Cannabis legalization is losing support among Canadians, according to a new survey. Back in 2017, when the federal government was working on reforming Canada's marijuana laws, more than two-thirds of Canadians (68.6) percent supported legalization. But now, six months after the new laws took effect, support for cannabis legalization has fallen to 50.1 percent, according to a new survey led by Dalhousie University professor Sylvain Charlebois.
Charlebois believes the biggest reason for the drop in support for legal cannabis can be blamed on the federal government. Health Canada just hasn't done a great job of actually "explaining to people what cannabis is." And, in their "obsess[ion] with the idea of limiting risks" of cannabis use, the government has made marijuana "very boring."
"A few years ago, the Liberals invited Canada to a huge party with balloons, great music, great fun—only to end up in a very boring room with classical music," Charlebois told CTV News.
The plunge in support is also due to various logistical problems that have plagued the new industry, explained Charlebois. His survey showed that 60.4 percent of Canadian cannabis consumers continue to frequent the black market, either because the products they want aren't available legally (e.g. edibles), or are more expensive than what consumers are used to.
"Perhaps some of these people were expecting higher quality products at an affordable price but we are seeing some indication that the legal price is much higher than the illegal one in many markets," Charlebois told CP24.

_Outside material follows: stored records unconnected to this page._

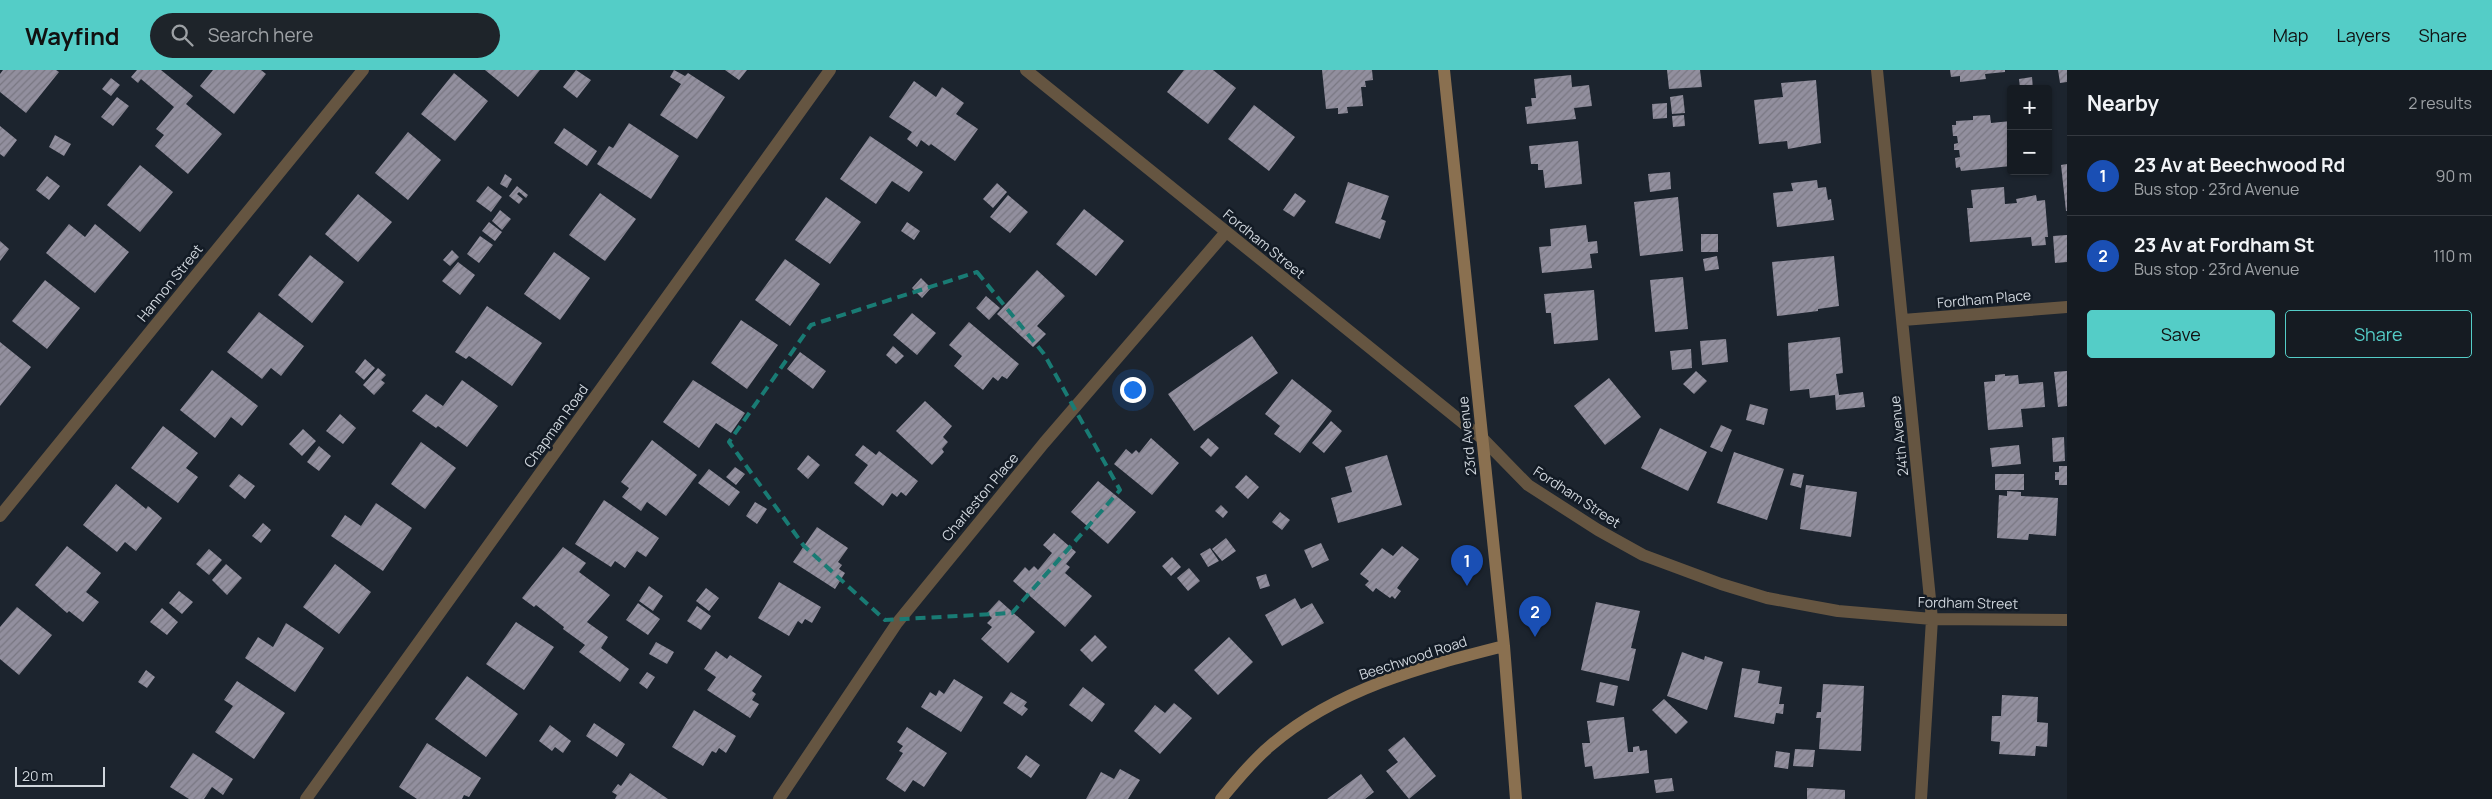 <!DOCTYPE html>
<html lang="en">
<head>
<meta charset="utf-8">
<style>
	:root { --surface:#151b22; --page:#1e242a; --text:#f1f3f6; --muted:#9da1a5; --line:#343940; --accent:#54cdc7 }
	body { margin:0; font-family:Manrope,sans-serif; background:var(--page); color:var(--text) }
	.controls { position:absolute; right:15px; top:15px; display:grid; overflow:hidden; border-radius:5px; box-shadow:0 1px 4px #0004 }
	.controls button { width:45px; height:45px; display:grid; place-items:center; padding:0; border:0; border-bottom:1px solid var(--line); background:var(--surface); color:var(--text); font:25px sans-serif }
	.scale { position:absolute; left:15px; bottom:12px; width:90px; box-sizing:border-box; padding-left:5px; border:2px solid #d0d6dd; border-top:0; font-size:14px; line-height:18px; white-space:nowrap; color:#d0d6dd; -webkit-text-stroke:4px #131b25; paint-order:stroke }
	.you { position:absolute; left:1132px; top:319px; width:18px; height:18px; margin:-12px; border:4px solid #fff; border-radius:50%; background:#1a73e8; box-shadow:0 0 0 8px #1a73e833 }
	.badge { display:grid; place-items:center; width:32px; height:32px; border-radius:50%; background:var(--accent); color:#fff; font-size:16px; font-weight:700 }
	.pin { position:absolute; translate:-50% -41px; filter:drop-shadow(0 1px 2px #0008) }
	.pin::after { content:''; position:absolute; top:26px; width:18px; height:15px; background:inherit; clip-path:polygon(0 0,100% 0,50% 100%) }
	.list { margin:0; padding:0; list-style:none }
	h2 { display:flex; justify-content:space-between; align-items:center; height:65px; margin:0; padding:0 20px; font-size:21px }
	h2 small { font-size:16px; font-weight:400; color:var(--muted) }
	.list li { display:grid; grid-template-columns:32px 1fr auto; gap:15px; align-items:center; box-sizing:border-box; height:80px; padding:0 20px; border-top:1px solid var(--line) }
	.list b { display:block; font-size:19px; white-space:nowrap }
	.list p { margin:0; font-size:16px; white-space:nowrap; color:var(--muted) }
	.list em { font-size:16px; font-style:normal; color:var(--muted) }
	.actions { display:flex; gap:10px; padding:15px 20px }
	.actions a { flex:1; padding:11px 0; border:1px solid var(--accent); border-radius:5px; text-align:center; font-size:18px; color:var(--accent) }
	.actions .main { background:var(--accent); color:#111 }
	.icon { flex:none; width:28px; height:28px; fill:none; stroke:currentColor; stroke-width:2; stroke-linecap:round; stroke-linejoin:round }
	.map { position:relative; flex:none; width:2067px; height:729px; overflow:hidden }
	header { display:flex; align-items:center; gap:30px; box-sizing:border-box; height:70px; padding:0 25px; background:var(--accent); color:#111 }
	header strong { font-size:24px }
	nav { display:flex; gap:28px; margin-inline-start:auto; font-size:18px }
	.search { width:350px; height:45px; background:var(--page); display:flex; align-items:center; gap:12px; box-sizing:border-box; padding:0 18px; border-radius:28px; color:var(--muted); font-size:19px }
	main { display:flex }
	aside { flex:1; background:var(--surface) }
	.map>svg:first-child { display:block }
	.building { fill:url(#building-hatch) }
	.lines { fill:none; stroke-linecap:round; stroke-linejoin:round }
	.street { stroke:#655541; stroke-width:12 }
	.secondary { stroke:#8a7050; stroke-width:12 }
	.marked { fill:none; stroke:#197b74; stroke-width:4; stroke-dasharray:10 6; stroke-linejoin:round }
	.labels { text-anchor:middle; stroke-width:5; stroke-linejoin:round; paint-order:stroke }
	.street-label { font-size:14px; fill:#d0d6dd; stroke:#131b25 }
</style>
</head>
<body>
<header>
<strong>Wayfind</strong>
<div class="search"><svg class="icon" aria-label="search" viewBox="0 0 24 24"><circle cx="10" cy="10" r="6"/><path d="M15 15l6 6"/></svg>Search here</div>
<nav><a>Map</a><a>Layers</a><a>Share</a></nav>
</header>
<main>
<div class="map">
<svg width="2067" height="729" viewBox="0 0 2067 729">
	<defs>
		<pattern id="building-hatch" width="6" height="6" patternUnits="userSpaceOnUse" patternTransform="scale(1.25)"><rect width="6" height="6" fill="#928f9e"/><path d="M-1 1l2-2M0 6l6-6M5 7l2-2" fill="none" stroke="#797782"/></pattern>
	</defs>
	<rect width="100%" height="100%" fill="#1c242e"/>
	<path class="building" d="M3 0H56L59 2 26 43 0 22V4Z
		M137 0H161L193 26 186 34 222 64 188 104 155 76 164 65 156 59 174 37 141 9 138 13 131 7Z
		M213 0H261L266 4 234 44 200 16Z
		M485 0H540L518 27Z
		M576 0 591 10 577 28 563 17Z
		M674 0 685 6 688 3 725 27 697 69 660 45 681 14 670 7Z
		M725 0H747L739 10Z
		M1184 0H1213L1236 18 1208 54 1167 22Z
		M1322 0H1372L1373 10 1365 11 1366 17H1361L1363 36 1347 37 1348 43 1338 44V38L1326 39Z
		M1667 0H1700L1702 17 1669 19Z
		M1950 0H2005V2L1985 4 1986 9 1960 12V6L1951 7Z
		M2058 0H2067V12L2060 13Z
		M454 3 488 31 455 71 421 44Z
		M1571 5 1572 17 1589 15 1592 36 1574 38 1576 49 1527 54 1525 37 1532 36 1531 28H1536L1534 9Z
		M2032 7 2033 19H2020L2019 9Z
		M111 8 120 15 111 26 102 19Z
		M1816 10 1821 73 1788 79 1787 71 1759 74 1754 30 1783 27 1781 13Z
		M914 11 936 27 942 17 964 33 956 44 978 59 955 91 931 74 929 76 921 70 917 77 907 69 912 62 889 47Z
		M1683 25 1685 43 1672 44 1670 27Z
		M117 27 129 36 113 56 101 47Z
		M1667 33V48L1653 49 1652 34Z
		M1254 35 1295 67 1269 101 1228 69Z
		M1684 45 1685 56 1673 57 1672 46Z
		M1990 45 1991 53 2011 51V96L1961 101 1960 97 1956 98 1955 88 1960 87 1959 80H1954V74L1958 73 1957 66H1953L1952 55H1956V51L1973 50V46Z
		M629 53 679 86 651 129 597 94 609 76 613 78Z
		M0 56 17 70 4 87 0 84Z
		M564 58 597 81 587 96 554 73Z
		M408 62 441 90 408 130 375 103Z
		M55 65 71 74 64 86 49 77Z
		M870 66 923 102 909 122 892 111 876 134 840 109Z
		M1578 71 1582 114 1545 118 1543 100H1538V94H1531L1529 76Z
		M2067 94V141H2066L2061 95Z
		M140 95 173 122 140 162 107 135Z
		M1670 102 1671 119 1650 122 1648 104Z
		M505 104 512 109 507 118 500 114Z
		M47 106 60 116 49 130 36 120Z
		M1817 110 1818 118 1826 117 1828 130 1831 129 1834 150 1777 157 1773 123 1793 121 1791 113Z
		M1348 112 1389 126 1381 149 1386 151 1380 169 1335 153Z
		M997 113 1007 122 993 138 983 129Z
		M488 116 502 127 491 142 476 131Z
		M517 116 528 125 526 128 519 122 517 124 523 129 519 134 509 126Z
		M2004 117 2005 134 2017 133 2016 129 2036 125 2037 131 2045 130 2048 167H2045L2046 175 2032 176 2031 167 1970 172 1967 138H1973L1971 120Z
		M600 123 636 149 605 191 569 165Z
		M1295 123 1306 131 1294 147 1283 140Z
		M358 124 392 152 358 192 325 164Z
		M1008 125 1028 142 1010 163 990 147Z
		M826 127 861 152 830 194 795 170Z
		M1678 127 1683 181 1640 186 1634 132Z
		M1084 139 1124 171 1096 206 1056 174Z
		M500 140 511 149 502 160 492 151Z
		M489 152 502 162 495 171 482 161Z
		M907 152 920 161 914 170 901 161Z
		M69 154 85 167 95 154 129 182 95 223 46 183Z
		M1586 155 1588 172 1597 171 1598 183 1590 184 1592 198 1542 203 1539 177 1551 176 1550 159Z
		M1701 164H1718V182H1701Z
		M2067 165V192L2055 193 2053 166Z
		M480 166 493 175 479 193 467 184Z
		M0 171 9 179 0 191Z
		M452 180 459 187 450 196 443 190Z
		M554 182 590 208 560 250 524 224Z
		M310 185 344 212 312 253 278 225Z
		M1717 186 1719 199 1705 201 1703 189Z
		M1834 186 1839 236 1818 239V241L1777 246 1772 192Z
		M785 189 820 214 790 256 755 230Z
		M458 192 475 205 460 225 442 211Z
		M1037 200 1065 226 1037 256 1046 264 1033 277 997 244Z
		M1683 207 1688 259 1655 262 1650 210Z
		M921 208 931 218 922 228 912 218Z
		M45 210 80 238 47 279 12 251Z
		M1594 220 1598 270 1554 274 1551 243H1546L1544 224Z
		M986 226 1000 238 989 250 976 238Z
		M487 236 542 273 512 316 469 286 466 289 455 282Z
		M259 242 304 276 281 306 271 298 262 309 227 282Z
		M912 243 936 263 917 285 893 265Z
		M741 250 778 275 747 319 711 293Z
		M969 252 1019 294 1007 309 1002 306 998 311 993 307 983 320 954 296 962 286 949 275Z
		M1252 266 1278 303 1194 361 1168 324Z
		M1840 267 1843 303 1836 304 1839 325 1863 322 1865 337 1836 340 1835 325 1810 328 1809 319 1790 321 1788 273Z
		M1726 269 1728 292 1702 295 1700 271Z
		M0 272 31 297 0 336Z
		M893 276 904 286 896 294 886 285Z
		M1691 279 1692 298 1672 300 1670 281Z
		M800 282 826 301 813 319 787 299Z
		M365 289 375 298 364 310 355 302Z
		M378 298 386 305 381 310 385 313 374 325 363 315Z
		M212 300 258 336 242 356 231 347 215 368 180 340Z
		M1696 301 1707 311 1694 324 1683 314Z
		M2067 301V336L2058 337 2054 302Z
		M2005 304V306L2018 305 2019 314 2043 312 2045 337 2021 339 2023 357 1988 360 1984 312 1995 311V305Z
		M1609 308 1641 347 1605 375 1574 336Z
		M1292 309 1332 341 1300 383 1274 364 1280 356 1265 344Z
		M462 310 498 336 467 377 438 356 436 358 412 341 426 324 443 336Z
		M693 310 745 343 731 363 716 353 699 378 663 352Z
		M925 331 952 356 943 367 948 372 942 379 944 382 932 395 896 361Z
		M1750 334 1768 339 1764 355 1746 350Z
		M340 344 356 358 343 374 326 361Z
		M1331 351 1342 361 1324 383 1312 373Z
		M1721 355 1732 360 1722 382 1710 377Z
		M163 356 198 383 186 398 198 407 178 433 131 398Z
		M1660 358 1707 382 1688 421 1641 398Z
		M303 359 316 371 302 386 289 374Z
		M2064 367 2065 391 2053 392 2052 368Z
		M1151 368 1179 393 1152 425 1114 394 1126 379 1132 384 1136 380 1139 383Z
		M1208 368 1219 378 1211 387 1200 377Z
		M652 370 697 405 666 446 647 432 641 441 622 427 629 418 621 412Z
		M421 372 456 398 425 439 391 414Z
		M863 375 876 385 879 381 918 411 906 426 901 422 897 427 892 423 883 436 854 413 868 395 855 385Z
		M2019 375 2021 394 1992 397 1990 378Z
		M319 376 331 386 319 401 307 392Z
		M1734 382 1784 399 1767 450 1717 433Z
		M808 385 820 395 808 409 797 399Z
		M1387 385 1402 435 1338 453 1331 428 1352 422 1345 397Z
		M2059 396H2067V415H2059V410H2055V402H2059Z
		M735 397 745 404 736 415 726 407Z
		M709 399 740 422 729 436 698 413Z
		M1793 403 1804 405 1801 418 1790 415Z
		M239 404 255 416 245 429 229 416Z
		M1995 404H2024V420H1995Z
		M1246 405 1259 417 1248 429 1235 417Z
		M1098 411 1136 442 1108 474 1071 442Z
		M116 414 146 439 148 436 162 448 136 481 125 472 117 482 83 455Z
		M1806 415 1857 422 1851 467 1800 459Z
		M2007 421 2021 422V426L2058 428 2056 466 2029 464 2028 470 1997 468 1999 425 2007 426Z
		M604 430 659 468 646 487 637 481 625 498 615 491 611 497 575 474Z
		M755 432 767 439 757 454 746 446Z
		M376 433 412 458 383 501 331 466 345 445 361 456Z
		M1221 435 1228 442 1223 448 1215 441Z
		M1280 442 1290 450 1282 460 1272 452Z
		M263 453 271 460 261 473 252 466Z
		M817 457 848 478 838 492 842 495 839 499 845 503 835 519 793 492Z
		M1054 463 1076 482 1066 494 1070 497 1065 503 1092 526 1065 557 1013 511 1025 497 1029 501 1034 496 1038 500 1052 483 1043 475Z
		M1226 468 1236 481 1222 491 1212 479Z
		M1321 473 1329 490 1312 498 1304 480Z
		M67 476 101 503 86 522 99 532 83 552 69 541 67 543 35 515Z
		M1402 476 1419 489 1397 518 1401 521 1395 529 1392 526 1390 528 1376 518 1373 522 1365 515 1369 511 1360 504 1382 478 1393 486Z
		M563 477 586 493 579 502 610 525 587 552 608 567 601 578 629 599 620 612 579 582 585 575 563 559 564 557 536 535 534 537 522 528Z
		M1210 478 1219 491 1208 497 1200 484Z
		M209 479 222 490 209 505 196 494Z
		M1172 487 1181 497 1171 506 1162 496Z
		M226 494 242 508 227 525 212 510Z
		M335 494 371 522 339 564 303 537Z
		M1189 498 1200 511 1188 521 1177 508Z
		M1266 504 1270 516 1260 519 1256 507Z
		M779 512 821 537 812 553 805 549 802 554 798 551 789 566 758 548Z
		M649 516 663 526 653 541 639 531Z
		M706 518 719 528 709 541 696 531Z
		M179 521 193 532 182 544 169 533Z
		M1295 528 1301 539 1312 533 1324 553 1282 576 1265 545Z
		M999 530 1035 562 1008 593 981 569 992 557 987 553 992 548 987 543Z
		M1596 532 1640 541 1631 578 1636 579 1629 611 1581 600Z
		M638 533 660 549 648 565 626 550Z
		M697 536 711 546 701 560 687 551Z
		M17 537 52 565 19 605 0 589V557Z
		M162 538 178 552 167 565 150 552Z
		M516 552 554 577 524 620 486 594Z
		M286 553 324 578 295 622 245 588 258 567 273 577Z
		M1095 565 1107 577 1092 592 1080 580Z
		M1229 567 1253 592 1218 625 1194 600Z
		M656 572 674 582 667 594 649 584Z
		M716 581 727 589 730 585 762 606 752 621 756 624 752 630 759 634 750 648 707 620 716 607 704 599Z
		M1682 582 1704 590 1705 586 1723 592 1707 640 1667 626Z
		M1742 598 1760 601 1758 613 1782 617 1779 634H1784L1783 644 1776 643 1774 654 1734 647Z
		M146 600 155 607 147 618 138 612Z
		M647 602 655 607 647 619 639 613Z
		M467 606 518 644 486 687 435 649Z
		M954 609 983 627 961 662 921 637 930 622 936 626 939 620 944 624Z
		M237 611 285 643 254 689 215 662 233 636 224 630Z
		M1600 612 1618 616 1614 636 1596 632Z
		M1823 614 1864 616 1861 681 1819 679 1821 648H1816L1817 642H1821Z
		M1083 617 1105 634 1092 652 1069 635Z
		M1011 622 1027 632 1024 636 1028 639 1022 646 1003 633Z
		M2002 625 2038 627 2037 652 2048 653 2047 677 2036 676 2035 686 1999 684 2000 672 1991 671 1992 646H2001Z
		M1664 629 1688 652 1676 664 1652 640Z
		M1174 633 1192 648 1160 684 1134 661 1155 635 1165 643Z
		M694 640 736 666 726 683 719 678 716 683 712 681 703 696 672 677Z
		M1624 647 1628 682H1633V677L1639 676 1640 681 1647 680 1649 703 1594 709 1592 696 1585 697 1582 673H1590L1587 651Z
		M594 653 625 674 617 687 586 666Z
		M550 655 571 671 563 683 555 677 552 681 539 671Z
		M907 657 947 683 924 717 913 710 905 722 886 709 903 683 899 681 903 676 897 672Z
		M1404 667 1436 706 1409 729 1386 701 1398 692 1388 680Z
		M427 673 481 708 469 727 464 725 462 729H417L399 717Z
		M1795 679 1815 680 1813 697 1793 696Z
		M1776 681 1790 683 1788 699 1774 697Z
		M193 683 233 709 223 725 212 717 204 729H189L170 717Z
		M1026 685 1040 695 1031 708 1017 698Z
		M1120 699 1140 710 1128 729H1086L1101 702 1114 709Z
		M630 703 668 729H615L617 725 612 722 618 714 621 716Z
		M1361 704 1374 722 1365 729H1327Z
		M1672 708 1674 721 1656 723 1654 710Z
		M1807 718 1845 720V729H1807Z"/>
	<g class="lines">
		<path class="street" d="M1026 0 1483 369 1528 415 1598 460 1643 485 1721 514 1767 528 1838 541 1932 549 2067 550
			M1877 0 1932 549 1921 729
			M1903 250 2067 237
			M0 446 363 0
			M306 729 830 0
			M779 729 897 553 1044 373 1226 162"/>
		<path class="secondary" d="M1444 0 1504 576 1516 729
			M1221 729C1236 711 1252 691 1270 676 1336 619 1421 597 1504 576"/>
	</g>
	<path class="marked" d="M977 202 1044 284 1120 420 1012 543 885 550 804 476 729 372 811 255Z"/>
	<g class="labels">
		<g class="street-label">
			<text transform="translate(1264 174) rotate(39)" y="5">Fordham Street</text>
			<text transform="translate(170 213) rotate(-51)" y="5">Hannon Street</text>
			<text transform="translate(1984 229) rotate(-5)" y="5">Fordham Place</text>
			<text transform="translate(556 356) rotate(-54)" y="5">Chapman Road</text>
			<text transform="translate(1467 366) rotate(-96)" y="5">23rd Avenue</text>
			<text transform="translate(1899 366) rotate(-96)" y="5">24th Avenue</text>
			<text transform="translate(980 427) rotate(-50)" y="5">Charleston Place</text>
			<text transform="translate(1577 427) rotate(33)" y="5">Fordham Street</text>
			<text transform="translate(1968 533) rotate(1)" y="5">Fordham Street</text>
			<text transform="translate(1413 588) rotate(-18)" y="5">Beechwood Road</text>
		</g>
	</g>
</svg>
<div class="controls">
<button>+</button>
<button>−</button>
</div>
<div class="scale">20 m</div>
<div class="you"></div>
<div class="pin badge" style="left:1467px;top:516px;background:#1a4fb4">1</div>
<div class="pin badge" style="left:1535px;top:567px;background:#1a4fb4">2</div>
</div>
<aside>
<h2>Nearby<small>2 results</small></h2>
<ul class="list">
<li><span class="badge" style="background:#1a4fb4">1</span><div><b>23 Av at Beechwood Rd</b><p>Bus stop · 23rd Avenue</p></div><em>90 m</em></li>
<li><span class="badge" style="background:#1a4fb4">2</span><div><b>23 Av at Fordham St</b><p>Bus stop · 23rd Avenue</p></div><em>110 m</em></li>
</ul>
<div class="actions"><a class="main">Save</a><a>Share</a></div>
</aside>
</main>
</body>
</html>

And, of course, some Canadians remain opposed to marijuana because stigmas surrounding cannabis till persist in Canada. Charlebois' survey found that 18.8 percent of respondents don't want people to see them buying cannabis. Meanwhile, 26.2 percent said they wouldn't want their co-workers to know they enjoy a puff now and then, and 33.8 percent said they wouldn't want to work with somebody who was a regular consumer.
"We're far, far away from seeing cannabis becoming socially normalized—we're actually quite a few years away," Charlebois said.
Despite this, things aren't all bad for legal cannabis in Canada. Health Canada recently reported that the number of new cannabis consumers nearly doubled between this year and last. Many of those new consumers are Canadians in the 45-plus crowd.
So more Canadians are trying cannabis, but they don't want to be open about it.